Your assignment: Copy all the lines of the data that include the word "drop".

Dataset entries:
»»

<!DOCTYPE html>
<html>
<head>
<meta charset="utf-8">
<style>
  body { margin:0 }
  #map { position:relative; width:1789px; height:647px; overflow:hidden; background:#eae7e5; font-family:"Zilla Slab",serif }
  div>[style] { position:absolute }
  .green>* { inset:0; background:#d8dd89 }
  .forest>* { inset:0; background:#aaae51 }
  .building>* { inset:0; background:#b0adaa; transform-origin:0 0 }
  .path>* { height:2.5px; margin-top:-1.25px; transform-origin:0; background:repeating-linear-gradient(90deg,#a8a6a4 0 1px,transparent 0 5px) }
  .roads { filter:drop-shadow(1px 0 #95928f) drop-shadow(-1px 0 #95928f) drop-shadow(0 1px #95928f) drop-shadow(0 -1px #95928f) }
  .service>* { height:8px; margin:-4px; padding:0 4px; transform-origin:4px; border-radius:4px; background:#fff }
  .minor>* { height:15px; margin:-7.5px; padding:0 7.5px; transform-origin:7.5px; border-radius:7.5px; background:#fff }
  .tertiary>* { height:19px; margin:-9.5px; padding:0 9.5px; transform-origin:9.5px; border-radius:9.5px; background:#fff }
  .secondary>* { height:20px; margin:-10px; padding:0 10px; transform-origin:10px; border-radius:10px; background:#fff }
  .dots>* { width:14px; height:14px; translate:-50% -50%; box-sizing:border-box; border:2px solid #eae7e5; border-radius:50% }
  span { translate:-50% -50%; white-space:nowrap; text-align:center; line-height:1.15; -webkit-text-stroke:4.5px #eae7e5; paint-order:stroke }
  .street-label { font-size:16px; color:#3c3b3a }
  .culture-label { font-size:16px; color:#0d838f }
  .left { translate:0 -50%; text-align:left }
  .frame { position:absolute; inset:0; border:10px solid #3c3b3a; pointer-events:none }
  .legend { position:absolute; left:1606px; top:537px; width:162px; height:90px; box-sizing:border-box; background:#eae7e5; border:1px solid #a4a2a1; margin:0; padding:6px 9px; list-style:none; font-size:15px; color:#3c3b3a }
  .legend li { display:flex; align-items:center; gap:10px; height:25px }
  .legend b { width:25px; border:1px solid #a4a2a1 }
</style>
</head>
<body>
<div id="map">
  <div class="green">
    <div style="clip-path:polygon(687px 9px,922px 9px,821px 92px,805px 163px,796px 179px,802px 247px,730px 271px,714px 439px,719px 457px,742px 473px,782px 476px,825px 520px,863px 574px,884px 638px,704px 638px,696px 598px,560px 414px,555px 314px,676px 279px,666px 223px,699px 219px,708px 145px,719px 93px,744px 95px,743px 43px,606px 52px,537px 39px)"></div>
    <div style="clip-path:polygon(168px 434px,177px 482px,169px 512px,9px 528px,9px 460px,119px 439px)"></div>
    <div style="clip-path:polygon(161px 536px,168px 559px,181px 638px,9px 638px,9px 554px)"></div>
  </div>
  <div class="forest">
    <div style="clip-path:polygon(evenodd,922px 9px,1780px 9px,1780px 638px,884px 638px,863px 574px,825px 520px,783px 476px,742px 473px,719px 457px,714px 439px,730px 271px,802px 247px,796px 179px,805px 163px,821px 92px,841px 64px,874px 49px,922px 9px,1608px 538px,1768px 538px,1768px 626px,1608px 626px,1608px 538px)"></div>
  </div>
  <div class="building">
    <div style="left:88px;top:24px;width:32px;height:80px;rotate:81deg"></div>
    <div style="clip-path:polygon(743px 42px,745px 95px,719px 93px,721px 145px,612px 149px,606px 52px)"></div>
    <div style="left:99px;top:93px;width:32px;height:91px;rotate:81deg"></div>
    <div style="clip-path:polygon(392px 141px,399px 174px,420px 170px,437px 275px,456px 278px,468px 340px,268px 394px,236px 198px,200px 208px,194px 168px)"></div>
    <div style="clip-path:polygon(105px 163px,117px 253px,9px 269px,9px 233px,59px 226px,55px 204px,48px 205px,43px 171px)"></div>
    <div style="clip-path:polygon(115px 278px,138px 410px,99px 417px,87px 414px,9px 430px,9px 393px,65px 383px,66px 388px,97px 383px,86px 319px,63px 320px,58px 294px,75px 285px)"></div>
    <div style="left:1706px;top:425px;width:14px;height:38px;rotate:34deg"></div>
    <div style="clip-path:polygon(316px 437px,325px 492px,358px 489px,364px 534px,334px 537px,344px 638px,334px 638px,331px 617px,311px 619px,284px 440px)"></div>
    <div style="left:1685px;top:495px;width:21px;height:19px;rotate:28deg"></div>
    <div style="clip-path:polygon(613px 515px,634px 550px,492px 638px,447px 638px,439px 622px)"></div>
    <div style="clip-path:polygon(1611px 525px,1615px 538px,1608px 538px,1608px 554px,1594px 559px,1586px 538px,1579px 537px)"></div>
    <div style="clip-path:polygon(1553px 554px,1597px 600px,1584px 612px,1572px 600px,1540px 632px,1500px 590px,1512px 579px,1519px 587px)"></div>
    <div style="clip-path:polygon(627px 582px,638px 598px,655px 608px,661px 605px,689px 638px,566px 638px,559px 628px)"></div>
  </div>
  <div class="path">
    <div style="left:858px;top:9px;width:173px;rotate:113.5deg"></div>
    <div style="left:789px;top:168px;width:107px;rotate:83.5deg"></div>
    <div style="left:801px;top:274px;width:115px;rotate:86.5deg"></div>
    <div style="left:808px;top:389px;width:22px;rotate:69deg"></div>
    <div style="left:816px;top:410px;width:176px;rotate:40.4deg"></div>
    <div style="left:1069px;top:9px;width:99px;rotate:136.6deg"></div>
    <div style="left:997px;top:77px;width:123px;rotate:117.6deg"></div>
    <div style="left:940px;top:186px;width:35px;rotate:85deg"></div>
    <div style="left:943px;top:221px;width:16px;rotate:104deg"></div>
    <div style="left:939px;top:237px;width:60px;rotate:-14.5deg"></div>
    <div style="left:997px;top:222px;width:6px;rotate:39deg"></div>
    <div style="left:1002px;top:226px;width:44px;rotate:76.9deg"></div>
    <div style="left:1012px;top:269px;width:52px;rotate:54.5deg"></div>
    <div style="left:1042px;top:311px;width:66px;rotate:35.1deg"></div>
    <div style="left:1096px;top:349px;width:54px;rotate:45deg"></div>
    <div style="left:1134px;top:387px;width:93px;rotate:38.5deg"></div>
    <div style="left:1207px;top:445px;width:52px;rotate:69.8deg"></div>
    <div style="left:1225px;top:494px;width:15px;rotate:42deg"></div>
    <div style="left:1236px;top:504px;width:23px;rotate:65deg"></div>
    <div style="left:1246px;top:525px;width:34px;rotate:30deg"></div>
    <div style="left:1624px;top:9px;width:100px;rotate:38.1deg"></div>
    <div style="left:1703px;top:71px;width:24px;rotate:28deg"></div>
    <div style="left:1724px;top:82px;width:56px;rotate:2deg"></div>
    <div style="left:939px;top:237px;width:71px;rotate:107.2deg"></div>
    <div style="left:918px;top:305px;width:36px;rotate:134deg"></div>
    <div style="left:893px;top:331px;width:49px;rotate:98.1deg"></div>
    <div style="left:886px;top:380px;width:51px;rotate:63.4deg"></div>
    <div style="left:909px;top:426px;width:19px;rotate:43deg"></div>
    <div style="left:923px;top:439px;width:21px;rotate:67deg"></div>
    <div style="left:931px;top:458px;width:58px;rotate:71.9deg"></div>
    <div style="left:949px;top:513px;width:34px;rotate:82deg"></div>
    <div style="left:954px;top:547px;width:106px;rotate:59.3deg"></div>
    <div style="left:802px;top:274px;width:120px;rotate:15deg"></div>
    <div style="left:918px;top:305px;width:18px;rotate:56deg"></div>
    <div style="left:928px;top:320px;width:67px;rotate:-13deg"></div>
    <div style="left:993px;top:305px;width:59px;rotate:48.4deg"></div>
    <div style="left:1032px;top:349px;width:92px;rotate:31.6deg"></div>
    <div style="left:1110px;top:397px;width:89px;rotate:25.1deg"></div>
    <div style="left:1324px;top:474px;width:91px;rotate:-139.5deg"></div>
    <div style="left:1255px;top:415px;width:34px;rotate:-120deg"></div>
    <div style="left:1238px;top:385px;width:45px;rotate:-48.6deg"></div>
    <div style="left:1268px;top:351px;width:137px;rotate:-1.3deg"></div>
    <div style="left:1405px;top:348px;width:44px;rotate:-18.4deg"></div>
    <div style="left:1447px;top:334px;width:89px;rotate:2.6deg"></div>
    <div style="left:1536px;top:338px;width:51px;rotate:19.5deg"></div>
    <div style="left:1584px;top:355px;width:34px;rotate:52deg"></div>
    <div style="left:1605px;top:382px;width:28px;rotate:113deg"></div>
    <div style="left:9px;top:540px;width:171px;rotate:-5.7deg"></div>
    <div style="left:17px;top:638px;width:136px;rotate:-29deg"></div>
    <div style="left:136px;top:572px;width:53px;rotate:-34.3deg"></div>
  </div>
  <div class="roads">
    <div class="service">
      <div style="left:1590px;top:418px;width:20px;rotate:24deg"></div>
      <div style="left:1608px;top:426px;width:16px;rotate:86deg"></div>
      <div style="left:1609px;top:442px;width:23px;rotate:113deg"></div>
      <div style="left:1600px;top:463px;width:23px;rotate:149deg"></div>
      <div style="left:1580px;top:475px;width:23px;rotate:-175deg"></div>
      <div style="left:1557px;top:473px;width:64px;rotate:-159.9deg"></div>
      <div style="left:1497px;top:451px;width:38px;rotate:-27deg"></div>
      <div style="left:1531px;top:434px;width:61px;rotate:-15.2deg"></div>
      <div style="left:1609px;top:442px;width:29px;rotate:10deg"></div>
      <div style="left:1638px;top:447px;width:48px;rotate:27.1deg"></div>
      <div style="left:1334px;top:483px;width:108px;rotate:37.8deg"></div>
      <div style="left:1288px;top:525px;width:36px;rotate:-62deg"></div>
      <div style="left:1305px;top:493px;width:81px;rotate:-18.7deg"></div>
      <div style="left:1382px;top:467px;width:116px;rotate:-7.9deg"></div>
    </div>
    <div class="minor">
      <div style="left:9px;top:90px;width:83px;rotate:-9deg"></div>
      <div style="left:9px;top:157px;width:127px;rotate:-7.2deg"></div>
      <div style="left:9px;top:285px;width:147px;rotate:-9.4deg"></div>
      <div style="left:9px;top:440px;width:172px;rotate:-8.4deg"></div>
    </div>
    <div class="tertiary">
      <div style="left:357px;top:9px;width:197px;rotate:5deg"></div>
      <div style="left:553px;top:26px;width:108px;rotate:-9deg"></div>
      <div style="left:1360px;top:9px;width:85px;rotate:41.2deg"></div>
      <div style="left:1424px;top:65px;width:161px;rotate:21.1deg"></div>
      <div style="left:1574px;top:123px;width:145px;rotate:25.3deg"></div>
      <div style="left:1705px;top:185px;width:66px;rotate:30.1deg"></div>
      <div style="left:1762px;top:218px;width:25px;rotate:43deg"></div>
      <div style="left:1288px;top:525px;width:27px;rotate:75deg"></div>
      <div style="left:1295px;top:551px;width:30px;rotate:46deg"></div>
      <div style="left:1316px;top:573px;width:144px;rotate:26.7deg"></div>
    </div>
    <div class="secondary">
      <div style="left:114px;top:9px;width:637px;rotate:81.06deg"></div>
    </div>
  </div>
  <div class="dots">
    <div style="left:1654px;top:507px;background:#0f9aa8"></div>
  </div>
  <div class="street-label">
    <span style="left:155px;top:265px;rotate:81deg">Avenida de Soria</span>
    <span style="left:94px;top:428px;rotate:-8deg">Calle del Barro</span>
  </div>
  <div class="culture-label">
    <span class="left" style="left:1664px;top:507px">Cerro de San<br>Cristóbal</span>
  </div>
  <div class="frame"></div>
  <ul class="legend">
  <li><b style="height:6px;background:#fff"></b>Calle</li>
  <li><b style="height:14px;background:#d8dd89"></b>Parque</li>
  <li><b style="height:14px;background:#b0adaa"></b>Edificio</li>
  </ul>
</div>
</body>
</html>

««
»»

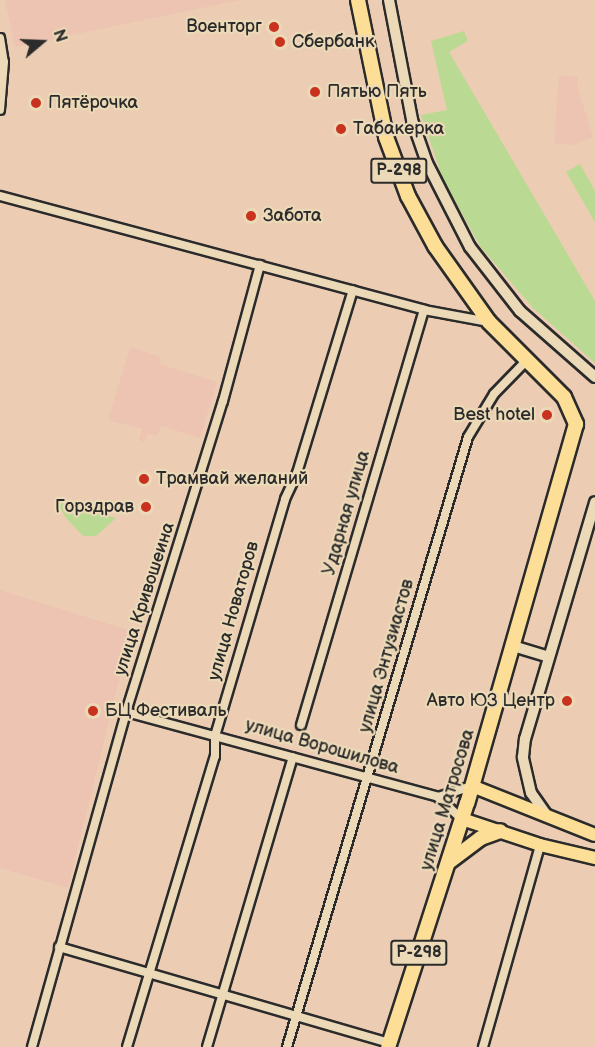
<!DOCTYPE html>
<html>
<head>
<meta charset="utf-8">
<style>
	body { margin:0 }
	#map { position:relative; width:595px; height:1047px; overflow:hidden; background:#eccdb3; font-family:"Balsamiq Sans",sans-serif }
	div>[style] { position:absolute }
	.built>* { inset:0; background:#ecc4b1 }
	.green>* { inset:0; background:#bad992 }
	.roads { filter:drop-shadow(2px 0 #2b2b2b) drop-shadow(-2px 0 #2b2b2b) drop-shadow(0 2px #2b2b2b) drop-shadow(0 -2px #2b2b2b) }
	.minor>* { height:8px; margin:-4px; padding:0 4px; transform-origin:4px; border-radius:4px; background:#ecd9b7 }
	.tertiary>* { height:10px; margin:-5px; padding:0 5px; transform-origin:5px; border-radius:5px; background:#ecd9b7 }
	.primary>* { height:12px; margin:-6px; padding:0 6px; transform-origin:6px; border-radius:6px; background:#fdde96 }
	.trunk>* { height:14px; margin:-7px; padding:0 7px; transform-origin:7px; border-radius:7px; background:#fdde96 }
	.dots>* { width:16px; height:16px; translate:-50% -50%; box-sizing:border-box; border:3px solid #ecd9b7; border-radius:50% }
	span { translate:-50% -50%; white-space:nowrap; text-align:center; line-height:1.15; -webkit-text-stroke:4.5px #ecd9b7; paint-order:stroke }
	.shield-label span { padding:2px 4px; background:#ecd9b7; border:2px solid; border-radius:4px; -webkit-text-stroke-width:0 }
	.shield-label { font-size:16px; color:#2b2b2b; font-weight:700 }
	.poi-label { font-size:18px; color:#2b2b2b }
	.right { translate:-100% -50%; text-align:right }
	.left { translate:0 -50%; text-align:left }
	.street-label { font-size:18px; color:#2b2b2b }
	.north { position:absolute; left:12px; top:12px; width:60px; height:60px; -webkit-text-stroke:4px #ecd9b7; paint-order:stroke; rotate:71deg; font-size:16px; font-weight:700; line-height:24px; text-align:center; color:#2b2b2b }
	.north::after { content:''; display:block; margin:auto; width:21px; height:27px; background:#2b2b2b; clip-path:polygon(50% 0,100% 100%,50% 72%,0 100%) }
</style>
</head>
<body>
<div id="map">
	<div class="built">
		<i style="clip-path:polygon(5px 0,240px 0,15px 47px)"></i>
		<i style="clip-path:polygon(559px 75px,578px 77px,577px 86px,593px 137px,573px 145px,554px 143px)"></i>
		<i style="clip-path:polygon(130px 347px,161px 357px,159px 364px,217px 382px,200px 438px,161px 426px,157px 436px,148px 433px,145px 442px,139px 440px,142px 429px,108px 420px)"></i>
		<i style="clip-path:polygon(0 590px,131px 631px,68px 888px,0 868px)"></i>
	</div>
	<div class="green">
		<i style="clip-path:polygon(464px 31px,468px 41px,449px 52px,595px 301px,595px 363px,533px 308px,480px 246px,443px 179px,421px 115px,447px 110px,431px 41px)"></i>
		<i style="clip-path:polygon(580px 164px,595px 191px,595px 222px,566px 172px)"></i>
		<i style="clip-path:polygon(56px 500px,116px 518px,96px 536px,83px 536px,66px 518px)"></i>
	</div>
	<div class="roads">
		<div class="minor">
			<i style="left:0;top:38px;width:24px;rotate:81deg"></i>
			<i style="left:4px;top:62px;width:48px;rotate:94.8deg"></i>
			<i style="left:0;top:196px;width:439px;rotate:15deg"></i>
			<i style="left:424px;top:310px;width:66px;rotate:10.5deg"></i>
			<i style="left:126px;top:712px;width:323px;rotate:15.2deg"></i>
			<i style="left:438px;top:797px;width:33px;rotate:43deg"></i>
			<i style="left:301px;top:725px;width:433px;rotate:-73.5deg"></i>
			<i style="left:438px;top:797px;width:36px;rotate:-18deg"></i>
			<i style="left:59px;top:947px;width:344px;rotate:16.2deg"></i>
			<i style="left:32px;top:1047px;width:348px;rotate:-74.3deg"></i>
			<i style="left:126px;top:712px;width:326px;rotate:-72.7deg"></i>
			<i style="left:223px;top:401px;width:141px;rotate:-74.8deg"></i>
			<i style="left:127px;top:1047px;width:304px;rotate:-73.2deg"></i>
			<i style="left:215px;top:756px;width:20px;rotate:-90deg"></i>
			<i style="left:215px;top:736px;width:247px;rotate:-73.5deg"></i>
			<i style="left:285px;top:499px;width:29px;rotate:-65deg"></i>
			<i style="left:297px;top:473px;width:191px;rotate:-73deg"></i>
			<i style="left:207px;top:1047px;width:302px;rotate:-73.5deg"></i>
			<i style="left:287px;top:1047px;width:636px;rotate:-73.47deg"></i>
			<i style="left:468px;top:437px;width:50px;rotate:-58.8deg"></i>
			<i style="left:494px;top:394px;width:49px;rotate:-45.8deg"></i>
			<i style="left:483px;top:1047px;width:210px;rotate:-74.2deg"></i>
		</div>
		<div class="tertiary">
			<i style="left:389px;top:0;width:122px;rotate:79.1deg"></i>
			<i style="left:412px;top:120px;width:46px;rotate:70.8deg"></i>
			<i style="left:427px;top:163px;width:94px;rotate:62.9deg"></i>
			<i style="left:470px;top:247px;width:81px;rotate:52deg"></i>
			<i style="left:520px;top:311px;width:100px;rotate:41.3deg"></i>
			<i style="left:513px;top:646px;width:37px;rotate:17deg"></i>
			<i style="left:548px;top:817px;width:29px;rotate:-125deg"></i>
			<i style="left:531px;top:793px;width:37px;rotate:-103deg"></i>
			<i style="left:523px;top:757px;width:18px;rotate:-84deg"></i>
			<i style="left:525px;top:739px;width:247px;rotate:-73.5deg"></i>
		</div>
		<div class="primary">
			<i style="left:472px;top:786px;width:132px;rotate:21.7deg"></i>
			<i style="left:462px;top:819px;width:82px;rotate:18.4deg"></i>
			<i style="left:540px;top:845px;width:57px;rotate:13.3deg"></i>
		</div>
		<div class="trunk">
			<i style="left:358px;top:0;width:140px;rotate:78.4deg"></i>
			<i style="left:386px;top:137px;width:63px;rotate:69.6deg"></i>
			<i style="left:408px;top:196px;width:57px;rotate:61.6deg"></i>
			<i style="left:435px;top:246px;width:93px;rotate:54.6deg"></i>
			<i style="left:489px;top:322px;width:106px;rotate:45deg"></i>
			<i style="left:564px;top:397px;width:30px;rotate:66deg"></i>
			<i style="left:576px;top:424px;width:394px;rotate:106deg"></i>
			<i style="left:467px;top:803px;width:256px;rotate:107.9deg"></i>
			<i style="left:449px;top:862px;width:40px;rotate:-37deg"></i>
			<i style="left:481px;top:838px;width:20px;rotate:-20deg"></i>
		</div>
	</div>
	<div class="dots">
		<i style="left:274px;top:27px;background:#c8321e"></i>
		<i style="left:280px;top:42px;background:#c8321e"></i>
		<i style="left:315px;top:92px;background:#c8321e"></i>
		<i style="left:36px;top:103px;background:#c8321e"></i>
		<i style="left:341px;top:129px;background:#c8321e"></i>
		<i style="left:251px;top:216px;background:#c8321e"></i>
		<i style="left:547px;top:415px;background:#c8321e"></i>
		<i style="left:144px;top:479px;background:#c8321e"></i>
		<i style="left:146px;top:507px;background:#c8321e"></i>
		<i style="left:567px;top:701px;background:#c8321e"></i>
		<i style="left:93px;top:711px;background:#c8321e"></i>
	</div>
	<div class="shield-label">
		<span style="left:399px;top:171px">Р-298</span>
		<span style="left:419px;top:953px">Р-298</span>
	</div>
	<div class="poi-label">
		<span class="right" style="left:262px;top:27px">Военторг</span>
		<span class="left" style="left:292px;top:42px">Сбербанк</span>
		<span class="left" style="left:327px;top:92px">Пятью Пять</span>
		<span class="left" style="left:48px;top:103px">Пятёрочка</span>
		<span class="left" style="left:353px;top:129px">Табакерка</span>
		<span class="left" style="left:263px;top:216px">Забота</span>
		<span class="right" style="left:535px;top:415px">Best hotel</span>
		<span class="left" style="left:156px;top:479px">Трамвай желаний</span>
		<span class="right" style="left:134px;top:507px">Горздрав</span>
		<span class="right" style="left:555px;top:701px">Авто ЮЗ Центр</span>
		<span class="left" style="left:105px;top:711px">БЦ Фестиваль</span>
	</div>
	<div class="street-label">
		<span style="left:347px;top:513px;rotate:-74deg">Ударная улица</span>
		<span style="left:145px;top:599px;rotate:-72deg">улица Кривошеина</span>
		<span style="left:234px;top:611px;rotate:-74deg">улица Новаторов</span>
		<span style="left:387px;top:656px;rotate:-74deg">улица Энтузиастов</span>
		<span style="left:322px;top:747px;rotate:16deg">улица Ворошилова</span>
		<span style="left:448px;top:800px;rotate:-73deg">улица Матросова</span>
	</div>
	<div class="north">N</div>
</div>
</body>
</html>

««

Answer section:
  .roads { filter:drop-shadow(1px 0 #95928f) drop-shadow(-1px 0 #95928f) drop-shadow(0 1px #95928f) drop-shadow(0 -1px #95928f) }
	.roads { filter:drop-shadow(2px 0 #2b2b2b) drop-shadow(-2px 0 #2b2b2b) drop-shadow(0 2px #2b2b2b) drop-shadow(0 -2px #2b2b2b) }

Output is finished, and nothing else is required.